My Petard's Been Hoisted!

I was in 'two minds' whether to write my last post about the Genoa Salami, particularly as it was the 'trial run' for the new drying fridge set-up. However, given that things were going so well, I decided to.

The offending salamiIt seems that my optimism was premature, as when the sausage had lost about 37% of it's initial weight in only 18 days, I cut it and found that my worst fears had been realised - the outside of the meat had hardened leaving the inside somewhat soft.

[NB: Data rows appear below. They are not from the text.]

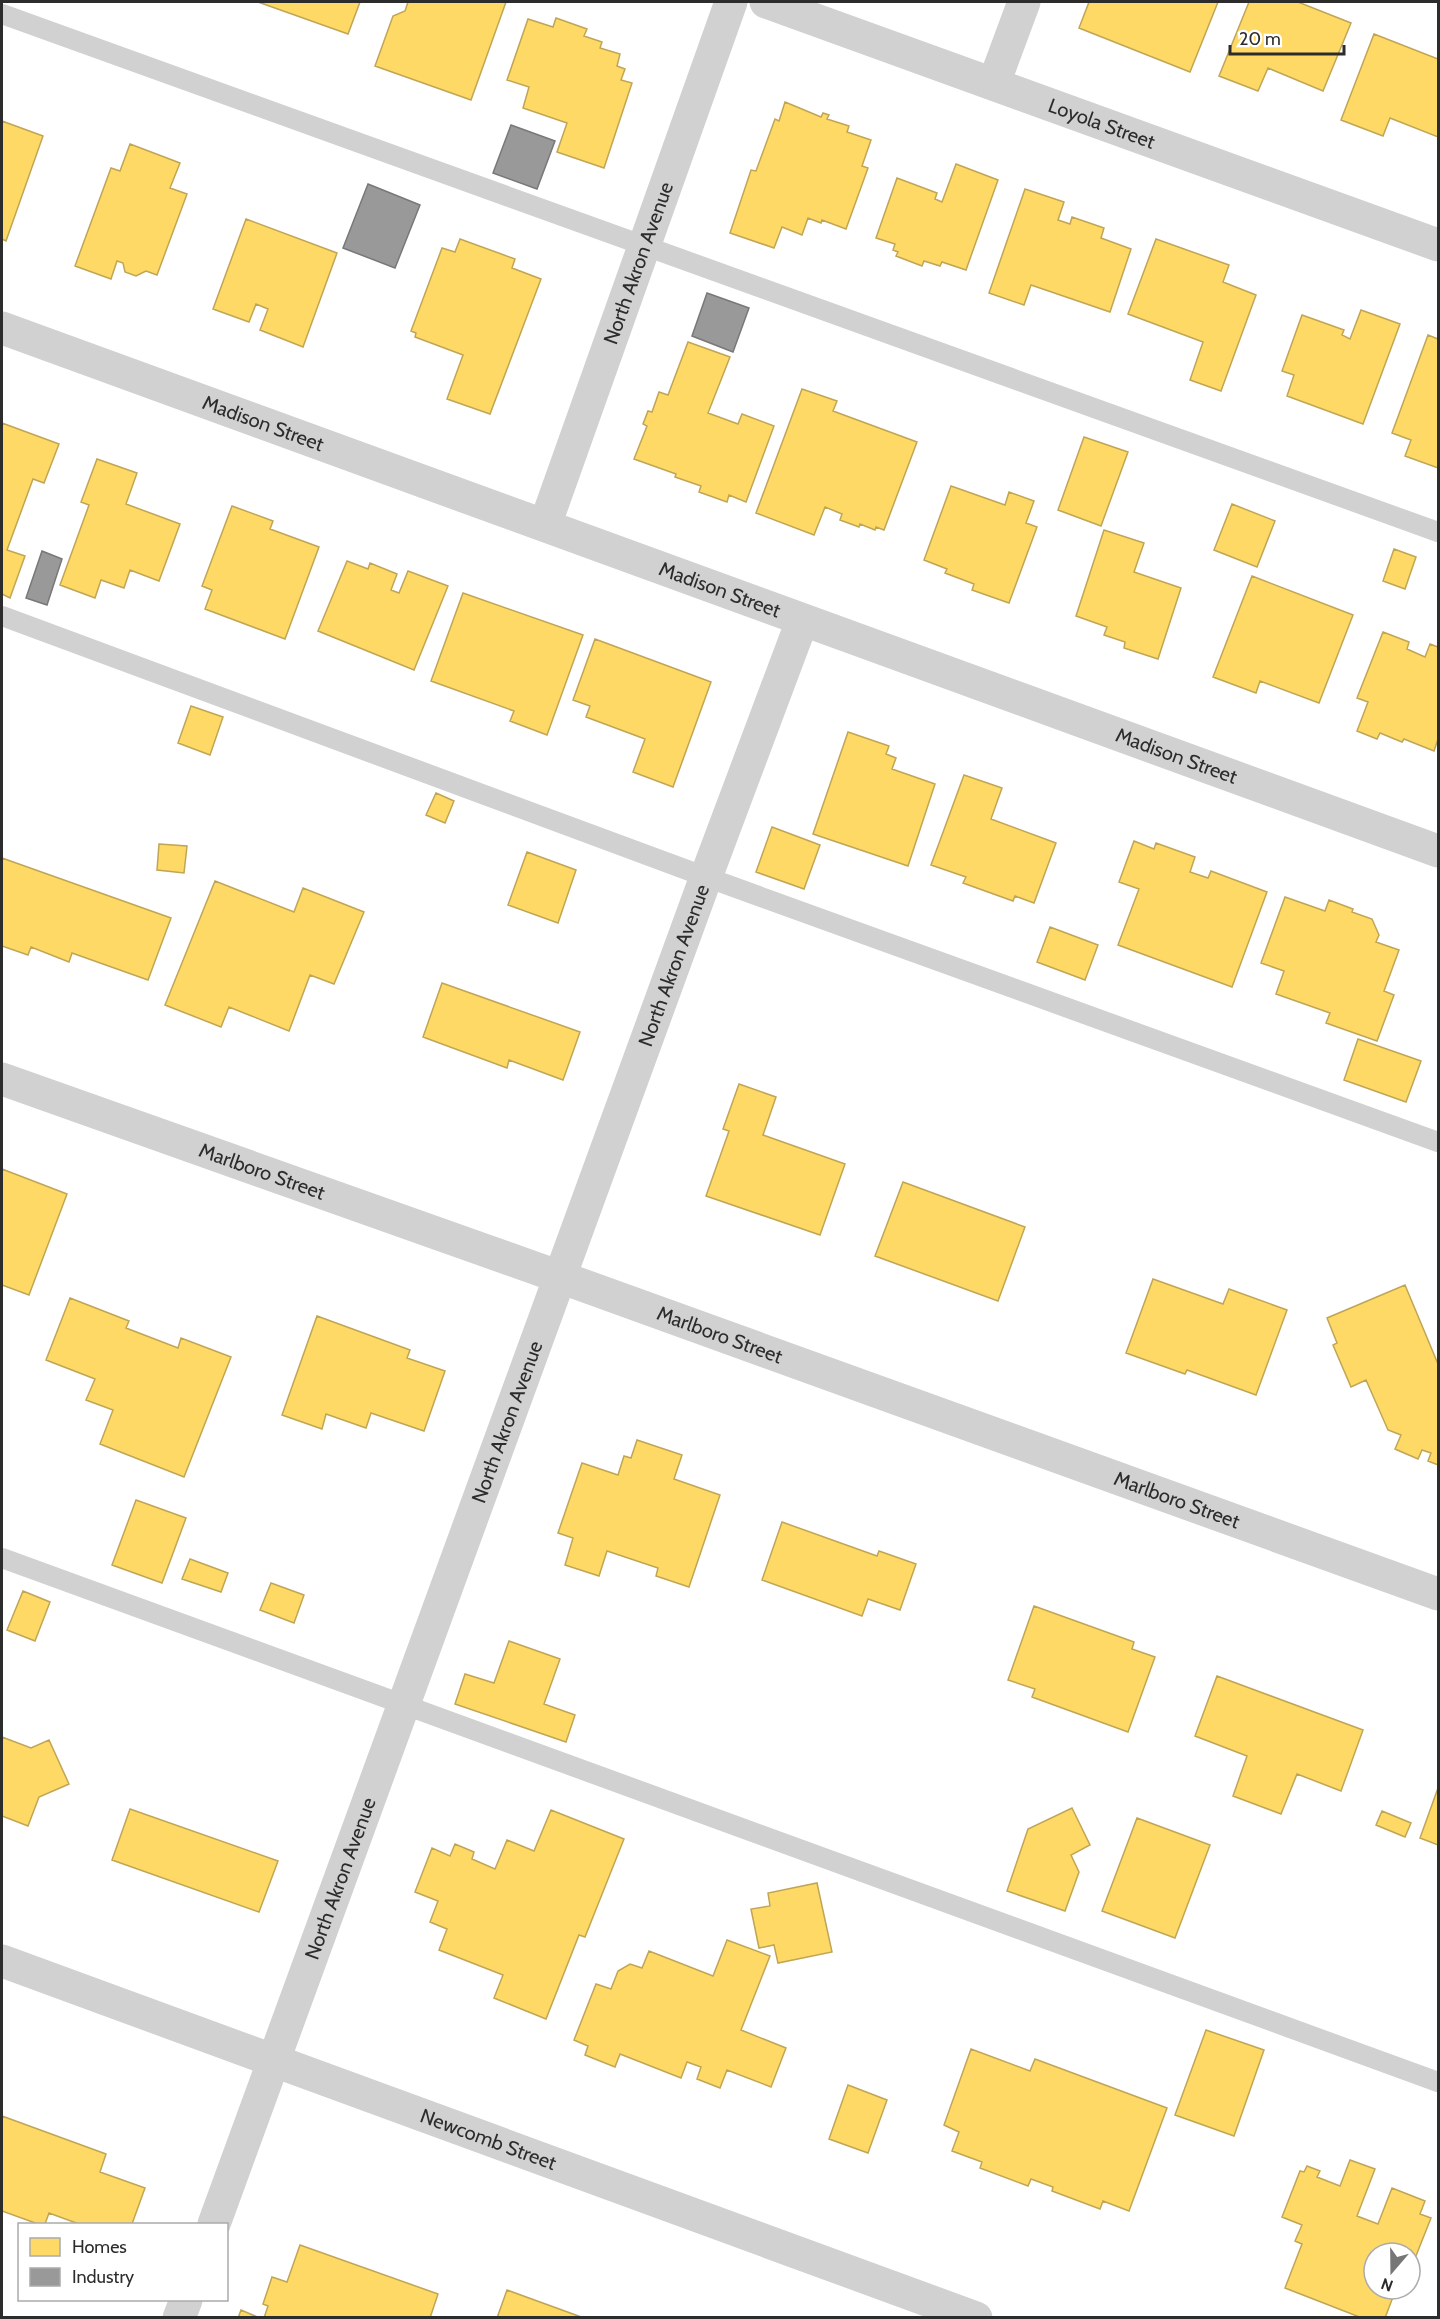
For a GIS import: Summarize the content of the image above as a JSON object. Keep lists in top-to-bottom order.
{
  "streets": {
    "street": [
      "Loyola Street",
      "North Akron Avenue",
      "Madison Street",
      "Marlboro Street",
      "Newcomb Street"
    ]
  },
  "crossings": [
    ["North Akron Avenue", "Madison Street"],
    ["North Akron Avenue", "Marlboro Street"],
    ["North Akron Avenue", "Newcomb Street"]
  ],
  "legend": ["Homes", "Industry"],
  "scale_bar": "20 m",
  "north": "bottom"
}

Worse than that, and a cardinal sin for someone who advises others on curing and sausage making, I had 'smeared' the fat. Instead of it being in nice separate pieces it's all mixed up with the meat. This not only affects the looks of the finished product, but also interferes with the drying of the sausage; the fat fills the tiny gaps between the meat making the movement of moisture from the inside of the salami more difficult. Oh well, it'll do for pizza toppings - if the piece I've just eaten doesn't kill me first!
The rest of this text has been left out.